Off late, the Szolayski house is playing home to the most prized possession of the city’s recent past – the works of its beloved Stanislaw Wyspianski, along with collections from Feliks Manggha. One of Poland’s most cherished artist of the 19th century, Stanislaw Wyspianski was one of the pioneers who merged modern trends and styles of art with the Polish folksy touch. Unique in his every endeavour, Wyspianski’s was also unofficially tagged as the Fourth Polish Bard.

The museum displays a wide collection of Stanislaw’s sketches, paintings, furniture, documents, stained windows, pastels etc. Although Stanislaw died young, his work lives on as proof of the maestro that he was.
Józef Mehoffer House

4) Józef Mehoffer House

One of the most revered artists of the Art Nouveau era in Poland (a key figure of the so-called Young Poland movement), Jozef Mehoffer emerged as a painter in Krakow where he studied at the Academy of Fine Arts from 1887 to 1894.

An accomplished master of graphic art, crayon portraits, chalk drawings and etchings, he tried his hand in various techniques and media, but was particularly successful in decorative arts. Throughout his career, Mehoffer created multiple book covers and illustrations, title cards, ornaments, vignettes, initials, as well as posters, trademarks and banknotes. Also acclaimed for his stained glass and polychrome designs, Jozef Mehoffer rose to international fame by producing stained glass windows for the Gothic St. Nicholas church in Freiburg, Switzerland.

In 1932, the artist bought a house on Krupnicza Street which happened to be the birthplace of his colleague and friend Stanislaw Wyspianski. Previously, this property had left mark in the history of Krakow as a safe house for resistance activists during insurrections in the mid-19th century when Poland was partitioned between Germany, Austria and Russia.

Other than being purely biographical, the museum carries a great deal of weight in terms of artistic exhibition, featuring interior and other decorations, a number of sculptures, three stained glass windows, 120 oil paintings, drawings, designs of polychrome and stained glass windows, as well as Japanese woodcuts.

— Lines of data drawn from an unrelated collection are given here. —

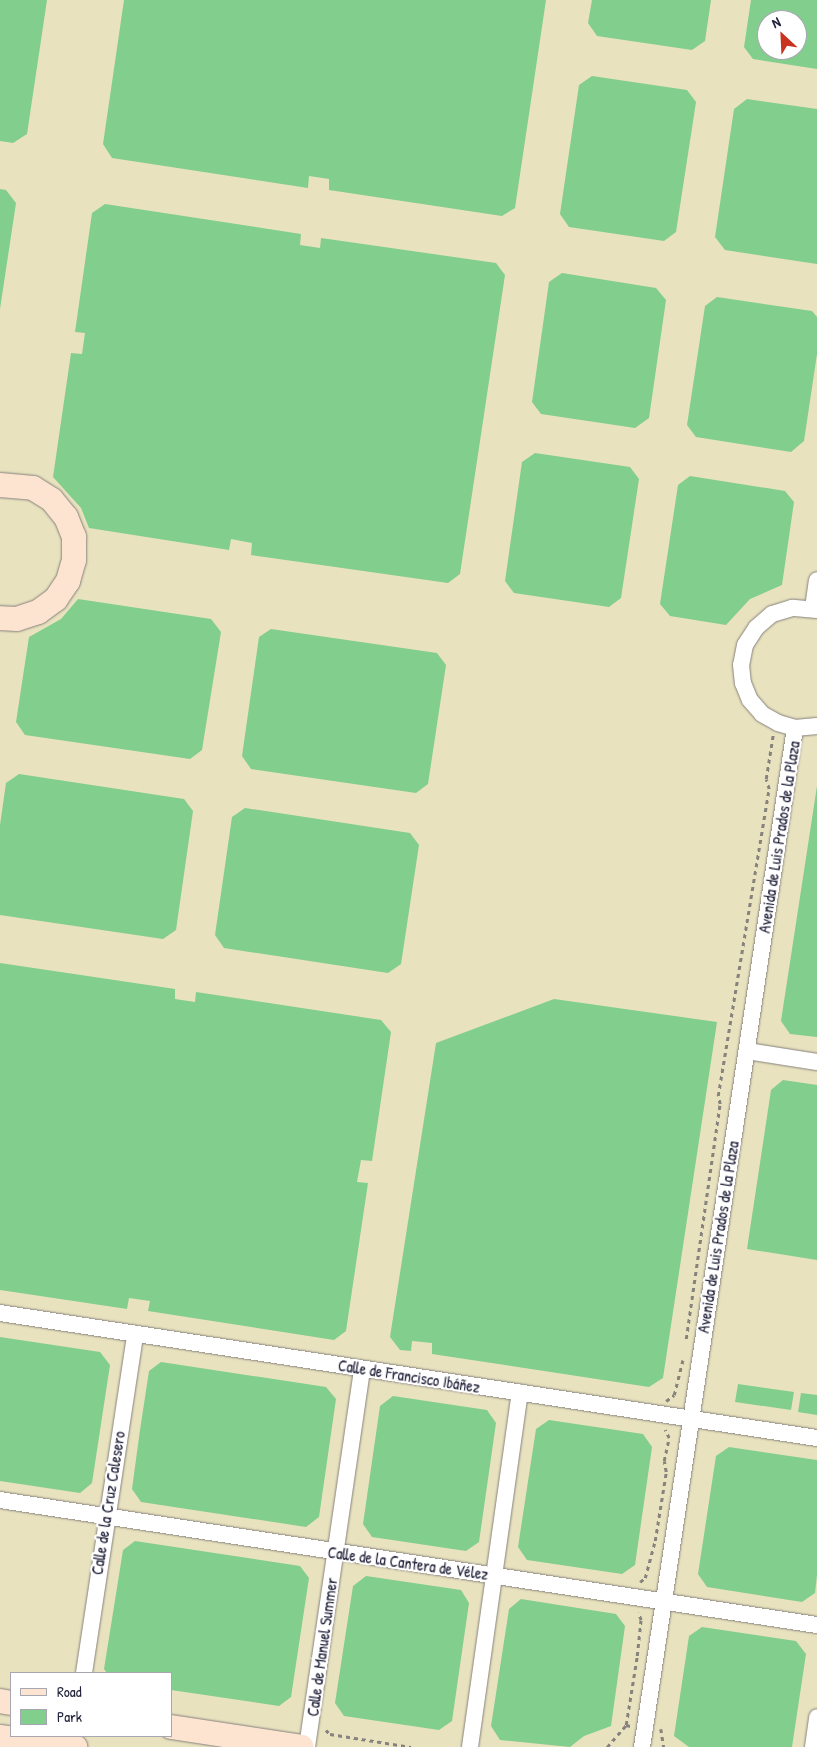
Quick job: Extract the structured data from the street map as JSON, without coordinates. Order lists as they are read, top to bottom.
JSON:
{
  "streets": {
    "street": [
      "Avenida de Luis Prados de la Plaza",
      "Calle de Francisco Ibáñez",
      "Calle de la Cruz Calesero",
      "Calle de la Cantera de Vélez",
      "Calle de Manuel Summer"
    ]
  },
  "crossings": [
    ["Avenida de Luis Prados de la Plaza", "Calle de Francisco Ibáñez"],
    ["Avenida de Luis Prados de la Plaza", "Calle de la Cantera de Vélez"],
    ["Calle de Francisco Ibáñez", "Calle de la Cruz Calesero"],
    ["Calle de Francisco Ibáñez", "Calle de Manuel Summer"],
    ["Calle de la Cruz Calesero", "Calle de la Cantera de Vélez"],
    ["Calle de la Cantera de Vélez", "Calle de Manuel Summer"]
  ],
  "legend": ["Road", "Park"],
  "north": "top left"
}
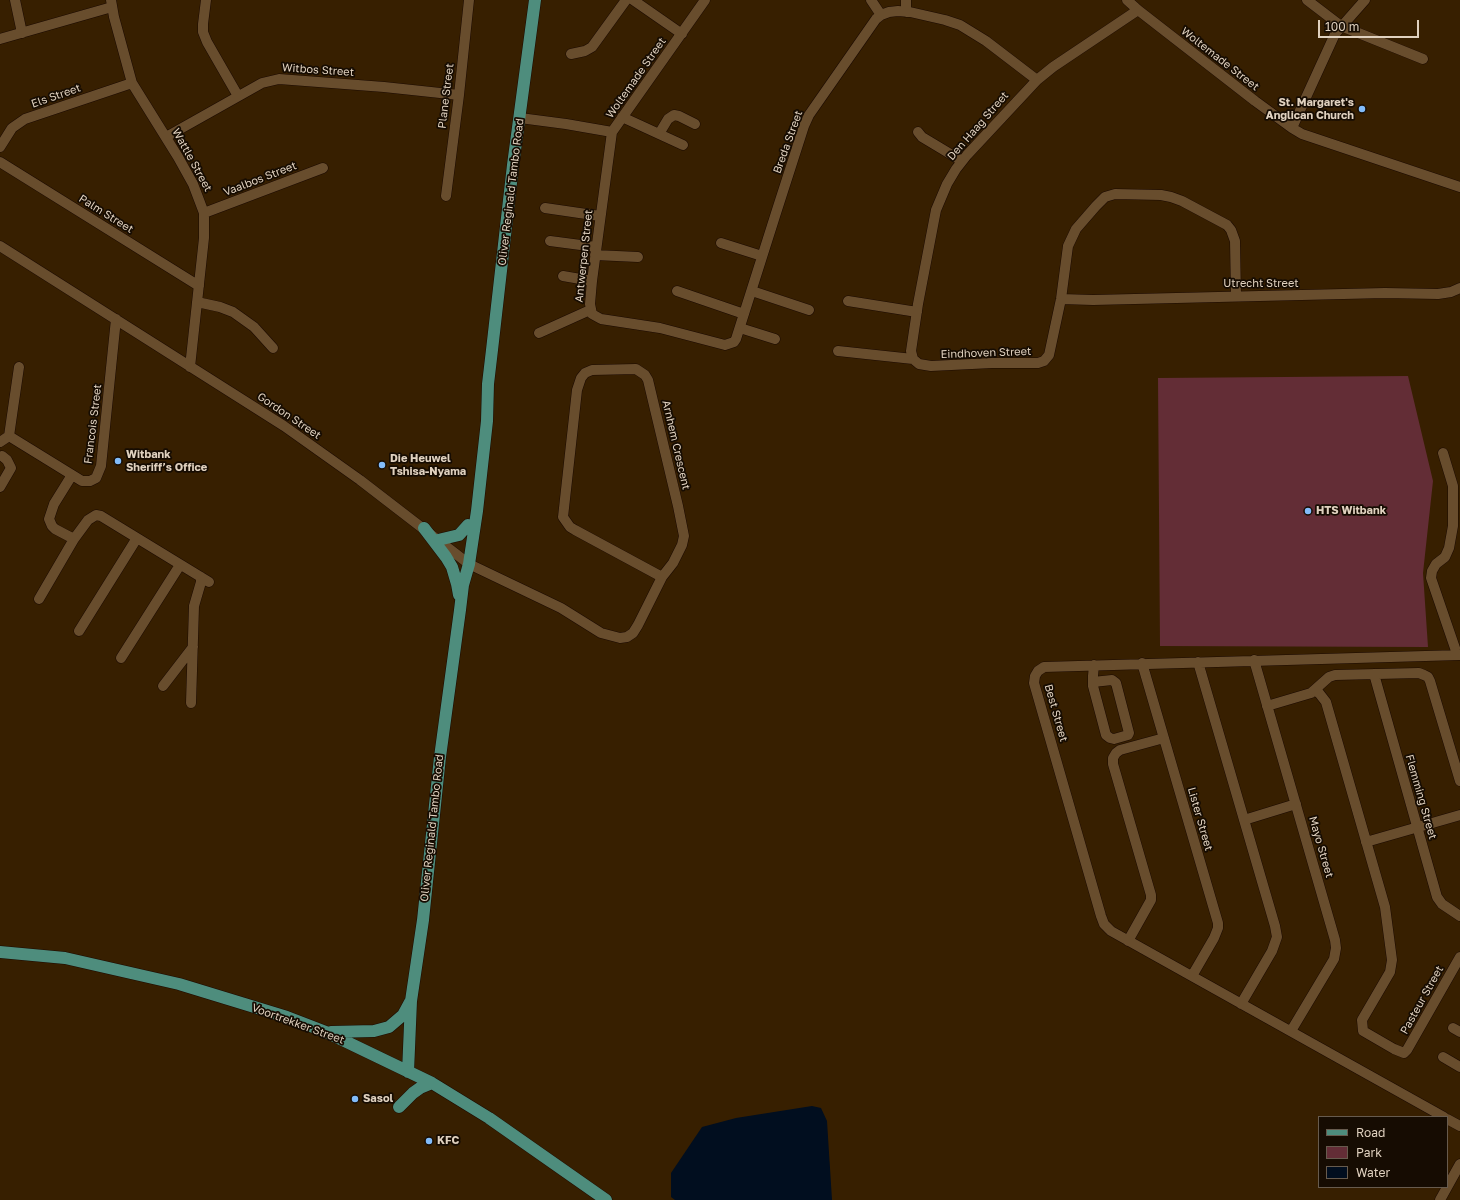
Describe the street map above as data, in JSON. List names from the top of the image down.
{
  "streets": {
    "main road": ["Oliver Reginald Tambo Road", "Voortrekker Street"],
    "street": [
      "Woltemade Street",
      "Witbos Street",
      "Els Street",
      "Plane Street",
      "Den Haag Street",
      "Breda Street",
      "Wattle Street",
      "Vaalbos Street",
      "Palm Street",
      "Antwerpen Street",
      "Utrecht Street",
      "Eindhoven Street",
      "Gordon Street",
      "Francois Street",
      "Arnhem Crescent",
      "Best Street",
      "Flemming Street",
      "Lister Street",
      "Mayo Street",
      "Pasteur Street"
    ]
  },
  "crossings": [
    ["Woltemade Street", "Den Haag Street"],
    ["Woltemade Street", "Oliver Reginald Tambo Road"],
    ["Woltemade Street", "Antwerpen Street"],
    ["Witbos Street", "Plane Street"],
    ["Witbos Street", "Wattle Street"],
    ["Els Street", "Wattle Street"],
    ["Den Haag Street", "Eindhoven Street"],
    ["Breda Street", "Antwerpen Street"],
    ["Wattle Street", "Vaalbos Street"],
    ["Wattle Street", "Palm Street"],
    ["Wattle Street", "Gordon Street"],
    ["Oliver Reginald Tambo Road", "Gordon Street"],
    ["Oliver Reginald Tambo Road", "Voortrekker Street"],
    ["Utrecht Street", "Eindhoven Street"],
    ["Gordon Street", "Francois Street"],
    ["Gordon Street", "Arnhem Crescent"],
    ["Best Street", "Lister Street"],
    ["Best Street", "Mayo Street"]
  ],
  "places": [
    "St. Margaret's Anglican Church",
    "Witbank Sheriff’s Office",
    "Die Heuwel Tshisa-Nyama",
    "HTS Witbank",
    "Sasol",
    "KFC"
  ],
  "legend": ["Road", "Park", "Water"],
  "scale_bar": "100 m"
}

A lion's share of the family memorabilia, furniture, iconography, photographs, a library and a collection of textiles have been provided by Jozef Mehoffer’s grandson Ryszard, who also helped with their arrangement. The exhibits fill up 16 rooms and reflect perfectly the atmosphere of the artist’s family house at the turn of the 20th century.
Emeryk Hutten-Czapski Museum

5) Emeryk Hutten-Czapski Museum

Count Emeryk Hutten-Czapski was born on October 17, 1828, in Stankow near Minsk, and he passed away on July 23, 1896, in Kraków. He held the position of Vice-Governor in St. Petersburg and gained prominence as a significant collector of books, prints, and numismatics. His remarkable collection was curated at his ancestral estate in Stankow, which now lies within modern-day Belarus.

Due to concerns about the collection's safety, considering its proximity to Russia, Count Emeryk Hutten-Czapski took the decision to relocate it to Kraków. In pursuit of this, he acquired a 19th-century palace in 1894, situated on what we now know as 12 Pilsudski Street. This palace was intended to serve as the new home for his collection, but unfortunately, he passed away in 1896 before the construction could be completed.

Following his demise, his wife, Baroness Elzbieta Meyendorff, took charge of finalizing the construction of the addition. Abiding by her husband's wishes, she generously gifted the collection to the city of Kraków in 1904.

The museum underwent a reopening in 1917, only to face closure once more with the advent of World War II in 1939. Subsequently, the collection was safeguarded once again. This closure persisted for an extended period, spanning 70 years, starting from 1939 and keeping the museum away from the public eye.

However, in 2013, a transformation occurred. Thanks to funding provided by the European Union, extensive efforts were directed toward restoring the museum and its accompanying gardens. As a result of these endeavors, the museum was able to fling open its doors to the public once more, marking a new chapter in its storied history.

Opening Hours:
Tuesday - Saturday: 10 am - 6 pm; Sunday: 10 am - 4 pm; Monday: Closed.